Et pourtant, c'est précisément ce qu'a fait Joke l'année dernière. Résultat immédiat, une première shitstorm de qualité pour lui. On aurait pu s'arrêter là, supprimer l'image de "promo", et laisser passer le scandale… mais Joke, probablement par pur sens du spectacle, s'est dit que le filon de la tempête de merde n'avait pas été suffisamment exploité. Conséquence, des explications fabuleusement improbables et complètement foireuses : le prétexte "suite à la demande des managers de Rihanna" - balancé via Facebook, cette fois-ci - a été l'objet d'une seconde shitstorm et d'une foultitude de moqueries par de jeunes gens très mal intentionnés.

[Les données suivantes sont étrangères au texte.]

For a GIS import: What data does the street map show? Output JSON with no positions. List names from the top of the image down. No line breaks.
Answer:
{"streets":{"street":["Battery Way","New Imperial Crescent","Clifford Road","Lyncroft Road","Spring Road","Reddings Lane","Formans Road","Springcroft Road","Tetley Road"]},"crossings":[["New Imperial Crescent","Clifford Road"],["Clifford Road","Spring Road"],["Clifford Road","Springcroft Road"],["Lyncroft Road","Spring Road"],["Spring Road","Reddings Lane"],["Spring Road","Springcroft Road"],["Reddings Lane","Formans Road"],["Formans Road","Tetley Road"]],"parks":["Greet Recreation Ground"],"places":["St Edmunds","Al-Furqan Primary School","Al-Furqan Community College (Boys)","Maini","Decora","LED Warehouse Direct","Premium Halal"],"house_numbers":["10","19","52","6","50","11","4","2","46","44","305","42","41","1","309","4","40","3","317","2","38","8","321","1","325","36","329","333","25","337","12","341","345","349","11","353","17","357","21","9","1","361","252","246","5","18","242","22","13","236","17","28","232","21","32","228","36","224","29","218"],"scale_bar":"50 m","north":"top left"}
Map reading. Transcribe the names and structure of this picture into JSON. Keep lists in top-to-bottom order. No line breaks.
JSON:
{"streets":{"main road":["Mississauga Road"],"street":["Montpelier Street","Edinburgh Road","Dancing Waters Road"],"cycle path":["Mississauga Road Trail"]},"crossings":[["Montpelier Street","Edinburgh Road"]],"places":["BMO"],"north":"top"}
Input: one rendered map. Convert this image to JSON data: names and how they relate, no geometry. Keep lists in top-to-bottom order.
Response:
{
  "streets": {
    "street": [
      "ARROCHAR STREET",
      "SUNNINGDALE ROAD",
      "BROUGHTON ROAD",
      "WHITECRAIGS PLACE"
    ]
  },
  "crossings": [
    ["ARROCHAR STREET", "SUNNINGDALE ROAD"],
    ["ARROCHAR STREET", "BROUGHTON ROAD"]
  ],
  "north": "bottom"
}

Joke n'est évidemment pas un cas isolé de mauvaise gestion de ses outils de promotion. Dans un genre différent, moins provocateur et plus ingénu, Fababy sait faire parler de lui pour de mauvaises raisons, grâce à un plan simple mais efficace en trois étapes. L'entrée en matière s'est faite en douceur, grâce à un hashtag #punchlinecompliquerdefababy - avec la belle faute en plein milieu, oui oui - au principe con comme une vanne Carambar : le rappeur se propose d'expliquer certaines de ses phases, trop difficiles à comprendre pour un enfant de moins de huit ans. Alors évidemment, expliquer une punchline, c'est un peu comme expliquer une blague : à partir du moment où il faut l'expliquer, c'est qu'elle n'a pas fait effet - d'autant que les lines en question s'apparentent plus à des jeux de mots bas de gamme qu'à de véritables punchs. Évidemment, le pauvre garçon est pris pour cible par une communauté d'internautes démoniaques.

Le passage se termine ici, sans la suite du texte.